**What the exercise asks:** What you return must be the exact lines of the material below, from the first through the one that has "0 8px,transparent 0", with no pictures and, please, nothing else.

**Source data:**
*****

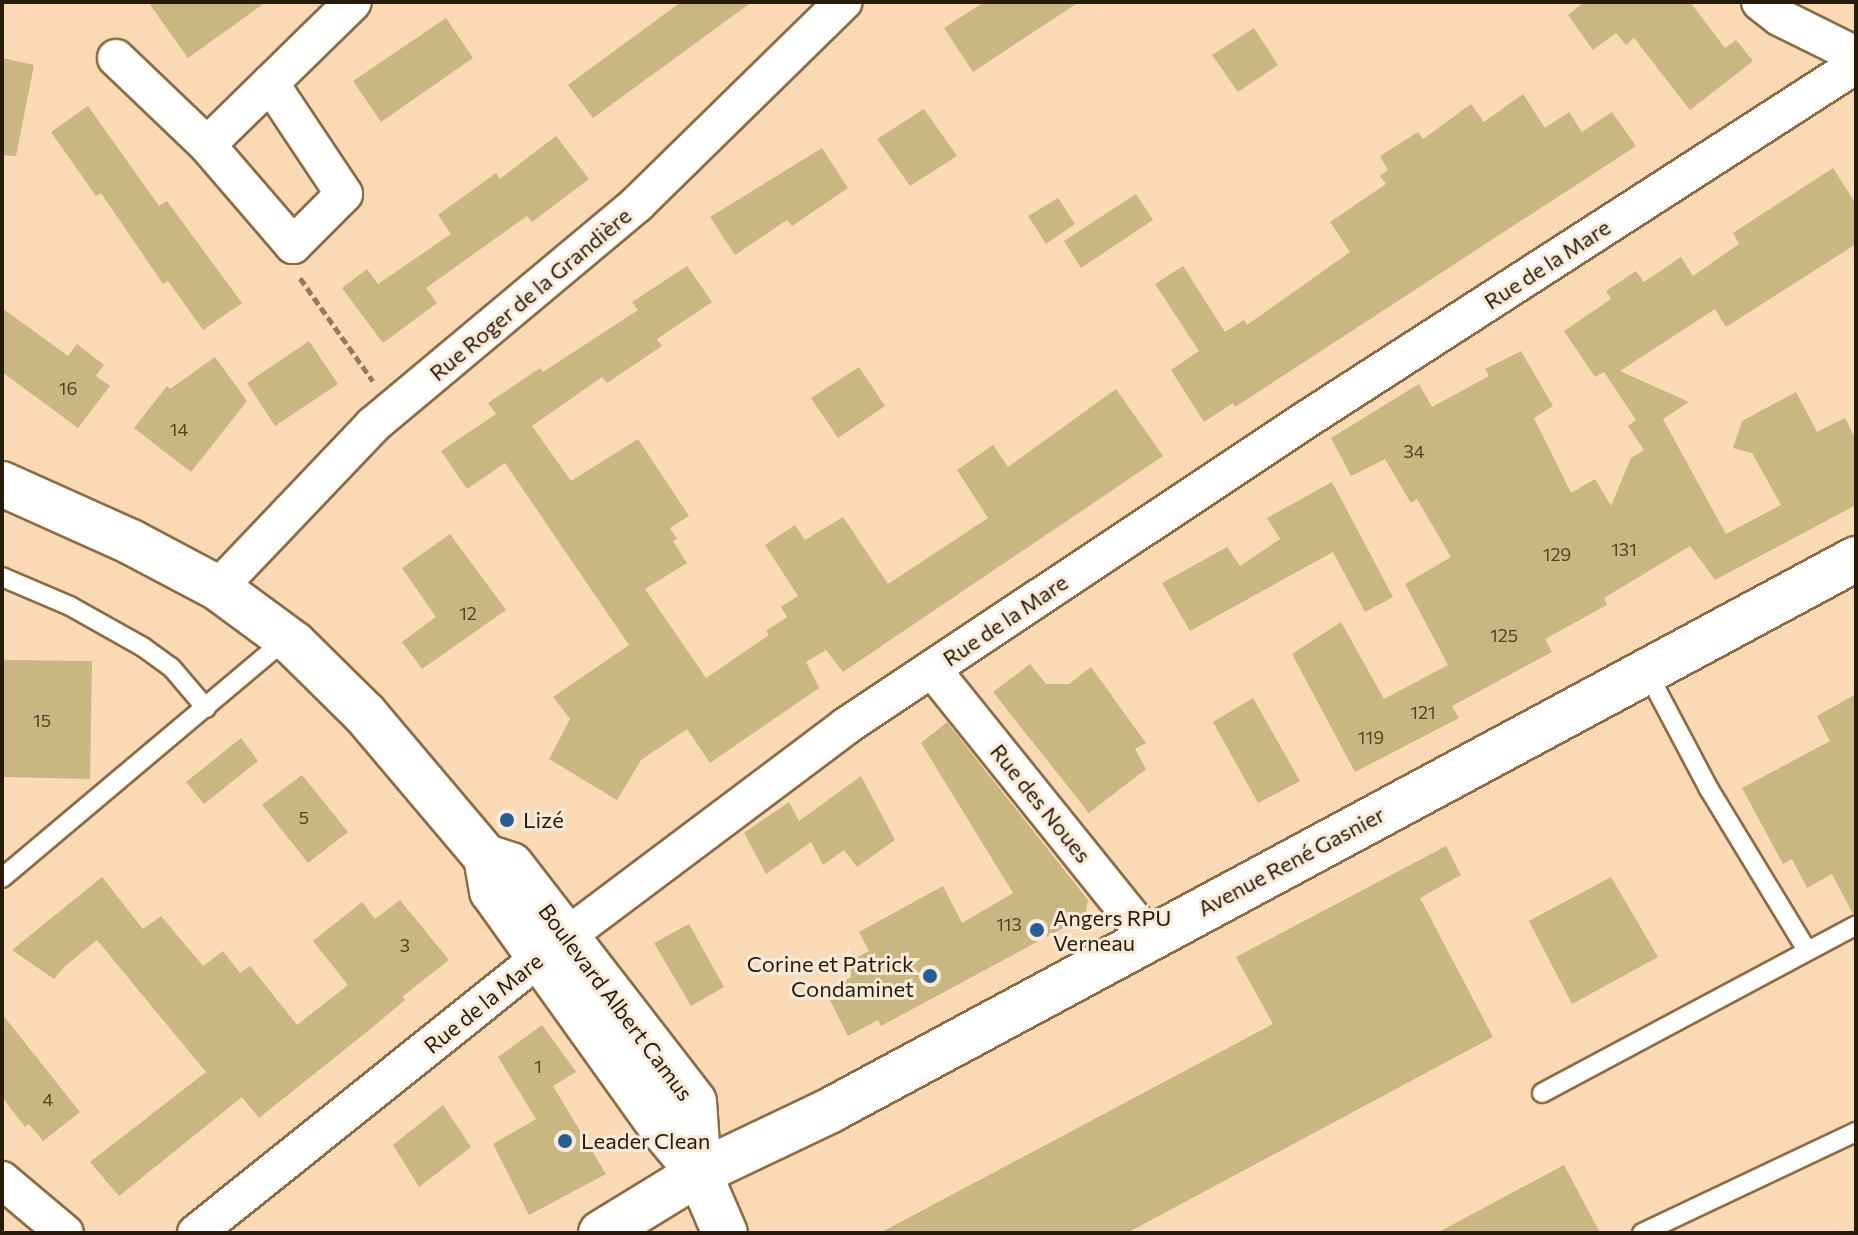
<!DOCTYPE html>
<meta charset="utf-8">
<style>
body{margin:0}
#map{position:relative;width:1858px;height:1235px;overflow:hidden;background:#f9dab5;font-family:Commissioner,sans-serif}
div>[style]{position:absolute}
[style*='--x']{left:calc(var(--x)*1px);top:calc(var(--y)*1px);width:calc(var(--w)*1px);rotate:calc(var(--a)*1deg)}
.building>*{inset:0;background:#c9b781}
.path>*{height:5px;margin-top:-2.5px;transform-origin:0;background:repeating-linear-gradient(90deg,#917a5f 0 8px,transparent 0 12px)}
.roads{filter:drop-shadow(2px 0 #8e6b40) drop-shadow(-2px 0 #8e6b40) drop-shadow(0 2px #8e6b40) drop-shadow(0 -2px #8e6b40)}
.service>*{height:18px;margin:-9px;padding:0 9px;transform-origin:9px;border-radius:9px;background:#fff}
.minor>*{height:36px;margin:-18px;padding:0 18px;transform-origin:18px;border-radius:18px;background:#fff}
.secondary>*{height:44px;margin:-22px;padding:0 22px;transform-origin:22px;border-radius:22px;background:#fff}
.dots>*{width:22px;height:22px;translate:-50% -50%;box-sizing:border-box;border:4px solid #faead8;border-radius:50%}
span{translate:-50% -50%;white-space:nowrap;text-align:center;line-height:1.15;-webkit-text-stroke:6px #faead8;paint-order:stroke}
.number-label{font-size:18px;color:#514227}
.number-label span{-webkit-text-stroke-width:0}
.street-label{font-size:22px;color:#291b09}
.poi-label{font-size:22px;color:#291b09}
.left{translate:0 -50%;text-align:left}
.right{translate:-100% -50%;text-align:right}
.frame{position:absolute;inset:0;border:4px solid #291b09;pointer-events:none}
</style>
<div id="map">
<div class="building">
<i style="clip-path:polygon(148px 2px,266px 2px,188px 58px)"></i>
<i style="clip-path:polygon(681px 2px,752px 2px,593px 118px,568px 85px)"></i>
<i style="clip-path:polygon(984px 2px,1079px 2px,973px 72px,944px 28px)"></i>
<i style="clip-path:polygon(1584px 2px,1690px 2px,1725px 48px,1736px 40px,1753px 61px,1690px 110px,1634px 38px,1626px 45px,1616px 33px,1593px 50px,1568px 15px)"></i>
<i style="clip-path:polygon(446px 18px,473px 58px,381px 122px,353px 81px)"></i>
<i style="clip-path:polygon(1254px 28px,1278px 65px,1238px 92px,1212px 55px)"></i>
<i style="clip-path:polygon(2px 58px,34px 65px,16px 156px,2px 155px)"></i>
<i style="clip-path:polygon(1523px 94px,1545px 128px,1569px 112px,1582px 132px,1612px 112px,1636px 146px,1235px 407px,1233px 403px,1204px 422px,1171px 370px,1199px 351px,1155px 284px,1183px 266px,1225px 332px,1244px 320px,1247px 325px,1350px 252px,1330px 222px,1386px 184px,1380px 176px,1388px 170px,1380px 156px,1418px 132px,1423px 139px,1471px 104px,1484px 122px)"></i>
<i style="clip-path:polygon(88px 106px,159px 206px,167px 201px,242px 303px,203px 330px,168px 281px,163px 284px,101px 193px,96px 196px,51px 132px)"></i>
<i style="clip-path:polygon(924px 109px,957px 156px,910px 186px,877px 139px)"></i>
<i style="clip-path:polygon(556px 136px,589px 179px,532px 222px,527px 216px,426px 288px,437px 303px,383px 343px,342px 288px,367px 269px,378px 284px,451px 234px,438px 215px,496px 173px,500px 179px)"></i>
<i style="clip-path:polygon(822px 148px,848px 188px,792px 226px,787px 220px,735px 255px,710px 217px)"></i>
<i style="clip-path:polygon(1833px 168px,1856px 204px,1856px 244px,1726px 327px,1715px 309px,1620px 371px,1689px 402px,1663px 419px,1726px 534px,1781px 505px,1752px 453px,1733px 448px,1742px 421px,1796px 392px,1817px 432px,1845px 418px,1856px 440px,1856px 505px,1715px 580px,1690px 546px,1604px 598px,1607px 605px,1545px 639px,1552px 652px,1452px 706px,1459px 718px,1355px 772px,1292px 654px,1341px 622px,1384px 699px,1448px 665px,1405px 584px,1451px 557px,1417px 499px,1411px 503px,1385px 459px,1351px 476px,1331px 438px,1419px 384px,1432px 407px,1489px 376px,1485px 369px,1521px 351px,1553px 406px,1534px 418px,1571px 493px,1595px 479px,1611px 506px,1631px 458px,1644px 450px,1628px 426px,1636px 420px,1604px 372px,1595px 377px,1564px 331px,1611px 299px,1606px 291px,1636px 271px,1644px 282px,1681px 257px,1693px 276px,1739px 244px,1733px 233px)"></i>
<i style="clip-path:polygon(1136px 194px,1153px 220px,1081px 268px,1064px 241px)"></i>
<i style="clip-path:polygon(1058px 198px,1075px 224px,1046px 244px,1028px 216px)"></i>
<i style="clip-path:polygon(687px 266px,712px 302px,657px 339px,662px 346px,607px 383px,602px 377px,532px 426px,571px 481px,638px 439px,689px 516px,670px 528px,677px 539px,673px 541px,687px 563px,645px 589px,706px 678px,769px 635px,766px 631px,787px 617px,781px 607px,798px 596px,765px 545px,795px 525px,805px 540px,843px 517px,888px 584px,988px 518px,957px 470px,993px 445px,1008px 467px,1116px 389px,1163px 456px,843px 672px,826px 650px,806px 662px,819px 688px,710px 763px,687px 729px,641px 760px,617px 800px,549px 759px,570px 719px,553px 697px,629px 645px,505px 463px,467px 489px,441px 451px,496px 414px,488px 403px,540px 368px,543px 372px,638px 310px,632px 302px)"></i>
<i style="clip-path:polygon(2px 308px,68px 356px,77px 344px,104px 365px,96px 376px,110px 386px,78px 428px,2px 372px)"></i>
<i style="clip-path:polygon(309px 341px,338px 384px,275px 426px,247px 383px)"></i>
<i style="clip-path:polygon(215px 357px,247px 401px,191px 472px,134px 428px,167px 386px,170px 389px)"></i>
<i style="clip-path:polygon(859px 367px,885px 406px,838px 438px,811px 398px)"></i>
<i style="clip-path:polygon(1332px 482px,1393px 597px,1365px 612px,1333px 552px,1190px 631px,1162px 583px,1227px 547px,1240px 566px,1280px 539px,1267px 518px)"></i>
<i style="clip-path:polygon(450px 534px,506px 610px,422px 669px,402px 642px,436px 617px,402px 568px)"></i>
<i style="clip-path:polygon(2px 660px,92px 661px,90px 779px,2px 777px)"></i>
<i style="clip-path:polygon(1030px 664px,1046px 684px,1069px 684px,1091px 667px,1146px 743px,1135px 749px,1146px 769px,1089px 813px,993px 692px)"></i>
<i style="clip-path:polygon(1856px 694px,1856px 913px,1853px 914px,1832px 874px,1807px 888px,1792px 859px,1783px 864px,1742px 788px,1830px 741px,1817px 716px)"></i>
<i style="clip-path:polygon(1253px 698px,1300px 781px,1258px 803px,1213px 722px)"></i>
<i style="clip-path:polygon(947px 722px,1088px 900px,1085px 916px,881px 1026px,878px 1020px,848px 1036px,826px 992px,851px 977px,851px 961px,869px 951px,859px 932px,943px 886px,962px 923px,1013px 893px,921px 743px)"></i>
<i style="clip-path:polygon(241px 738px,258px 761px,204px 804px,186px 782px)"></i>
<i style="clip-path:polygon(302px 775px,348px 832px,308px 863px,262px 805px)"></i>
<i style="clip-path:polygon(861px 776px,895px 840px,857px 867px,844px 850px,823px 865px,811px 842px,766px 874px,744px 833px,789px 802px,799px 821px)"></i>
<i style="clip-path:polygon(1446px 846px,1461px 875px,1420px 898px,1493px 1037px,1127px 1233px,880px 1233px,1273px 1024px,1236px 957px)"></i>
<i style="clip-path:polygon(102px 877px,143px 929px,161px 916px,203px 966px,223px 951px,240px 973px,250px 966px,297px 1025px,348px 985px,313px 941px,362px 902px,375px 919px,400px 900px,449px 960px,403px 996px,405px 1000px,368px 1031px,259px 1118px,242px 1097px,119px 1196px,90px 1162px,206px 1072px,97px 940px,64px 967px,54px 979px,12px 950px)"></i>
<i style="clip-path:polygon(1611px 877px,1658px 957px,1572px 1004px,1529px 921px)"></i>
<i style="clip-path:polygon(689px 924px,724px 987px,691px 1006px,654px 943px)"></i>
<i style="clip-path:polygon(2px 1014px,80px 1112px,43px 1141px,29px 1124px,25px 1127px,2px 1097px)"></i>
<i style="clip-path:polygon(542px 1025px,576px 1072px,553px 1086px,606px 1174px,529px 1215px,493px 1144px,536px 1119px,498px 1057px)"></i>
<i style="clip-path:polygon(443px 1105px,471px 1147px,419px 1187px,393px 1145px)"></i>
<i style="clip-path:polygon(1564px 1165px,1600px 1233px,1437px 1233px)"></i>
</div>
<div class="path">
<i style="--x:300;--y:278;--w:126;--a:54.7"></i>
</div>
<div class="roads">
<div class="service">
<i style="--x:2;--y:577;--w:74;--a:23.1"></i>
<i style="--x:70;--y:606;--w:84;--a:29.3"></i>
<i style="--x:143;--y:647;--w:34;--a:36"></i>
<i style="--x:171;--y:667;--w:54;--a:49.5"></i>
<i style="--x:1647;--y:672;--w:132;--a:62.1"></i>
<i style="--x:1709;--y:789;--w:188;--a:58.7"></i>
<i style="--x:2;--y:878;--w:371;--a:-40.1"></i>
<i style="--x:1542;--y:1093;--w:356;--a:-28.1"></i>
<i style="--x:1642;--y:1233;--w:237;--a:-25.3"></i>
</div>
<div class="minor">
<i style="--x:1760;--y:2;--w:24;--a:38"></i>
<i style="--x:1779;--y:17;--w:86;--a:26.3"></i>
<i style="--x:116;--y:58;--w:126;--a:43.7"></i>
<i style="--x:207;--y:145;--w:132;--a:49.3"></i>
<i style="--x:293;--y:245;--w:72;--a:-45"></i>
<i style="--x:344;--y:194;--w:133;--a:-123.7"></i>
<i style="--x:207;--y:145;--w:204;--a:-44.4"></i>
<i style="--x:218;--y:588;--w:225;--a:-46.4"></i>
<i style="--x:373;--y:425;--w:344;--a:-39.9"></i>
<i style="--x:637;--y:204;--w:289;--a:-44.4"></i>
<i style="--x:932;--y:669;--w:345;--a:51.2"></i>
<i style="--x:2;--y:1180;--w:82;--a:40.1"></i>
<i style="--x:196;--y:1233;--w:477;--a:-38.7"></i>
<i style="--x:568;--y:935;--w:348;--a:-36.9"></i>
<i style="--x:846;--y:726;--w:550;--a:-33.66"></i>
<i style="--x:1304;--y:421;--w:657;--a:-32.82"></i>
</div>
<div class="secondary">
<i style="--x:2;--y:484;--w:141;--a:24.2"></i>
<i style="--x:131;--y:542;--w:98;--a:27.9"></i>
<i style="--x:218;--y:588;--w:94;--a:36.4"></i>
<i style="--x:294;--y:644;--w:100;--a:44.6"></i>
<i style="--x:365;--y:714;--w:187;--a:49.8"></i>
<i style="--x:486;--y:857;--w:35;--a:80"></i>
<i style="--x:492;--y:891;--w:295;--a:54.4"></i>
<i style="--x:664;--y:1131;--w:55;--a:50.2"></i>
<i style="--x:699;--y:1173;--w:65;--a:66.6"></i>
<i style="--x:486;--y:857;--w:26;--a:18"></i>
<i style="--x:511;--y:865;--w:299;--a:52.3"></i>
<i style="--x:694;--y:1102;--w:71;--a:86"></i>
<i style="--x:601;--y:1233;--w:115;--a:-31.5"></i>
<i style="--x:699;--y:1173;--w:144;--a:-25.5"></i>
<i style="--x:829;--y:1111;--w:1166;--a:-28.26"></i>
</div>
</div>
<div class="dots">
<i style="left:507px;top:820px;background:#265e96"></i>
<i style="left:1037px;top:930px;background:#265e96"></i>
<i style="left:930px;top:976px;background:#265e96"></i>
<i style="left:565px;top:1141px;background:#265e96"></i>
</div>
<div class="number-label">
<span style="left:68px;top:388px">16</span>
<span style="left:179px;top:429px">14</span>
<span style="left:1414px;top:451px">34</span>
<span style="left:1624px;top:549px">131</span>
<span style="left:1557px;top:554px">129</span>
<span style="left:468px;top:613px">12</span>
<span style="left:1504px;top:635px">125</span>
<span style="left:1423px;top:712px">121</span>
<span style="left:42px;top:720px">15</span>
<span style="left:1371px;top:737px">119</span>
<span style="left:304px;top:817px">5</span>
<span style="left:1009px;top:924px">113</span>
<span style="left:405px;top:945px">3</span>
<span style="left:538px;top:1066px">1</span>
<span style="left:48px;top:1099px">4</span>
</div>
<div class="street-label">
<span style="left:1547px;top:264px;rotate:-33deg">Rue de la Mare</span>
<span style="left:530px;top:294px;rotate:-40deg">Rue Roger de la Grandière</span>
<span style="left:1005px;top:620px;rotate:-34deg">Rue de la Mare</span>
<span style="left:1041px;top:803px;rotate:51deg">Rue des Noues</span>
<span style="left:1291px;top:861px;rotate:-28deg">Avenue René Gasnier</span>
<span style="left:616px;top:1002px;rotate:53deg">Boulevard Albert Camus</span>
<span style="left:483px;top:1003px;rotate:-39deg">Rue de la Mare</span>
</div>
<div class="poi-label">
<span class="left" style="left:523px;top:820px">Lizé</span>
<span class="left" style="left:1053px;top:930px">Angers RPU<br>Verneau</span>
<span class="right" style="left:914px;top:976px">Corine et Patrick<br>Condaminet</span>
<span class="left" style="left:581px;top:1141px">Leader Clean</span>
</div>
<div class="frame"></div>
</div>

*****

**Exercise answer:**
<!DOCTYPE html>
<meta charset="utf-8">
<style>
body{margin:0}
#map{position:relative;width:1858px;height:1235px;overflow:hidden;background:#f9dab5;font-family:Commissioner,sans-serif}
div>[style]{position:absolute}
[style*='--x']{left:calc(var(--x)*1px);top:calc(var(--y)*1px);width:calc(var(--w)*1px);rotate:calc(var(--a)*1deg)}
.building>*{inset:0;background:#c9b781}
.path>*{height:5px;margin-top:-2.5px;transform-origin:0;background:repeating-linear-gradient(90deg,#917a5f 0 8px,transparent 0 12px)}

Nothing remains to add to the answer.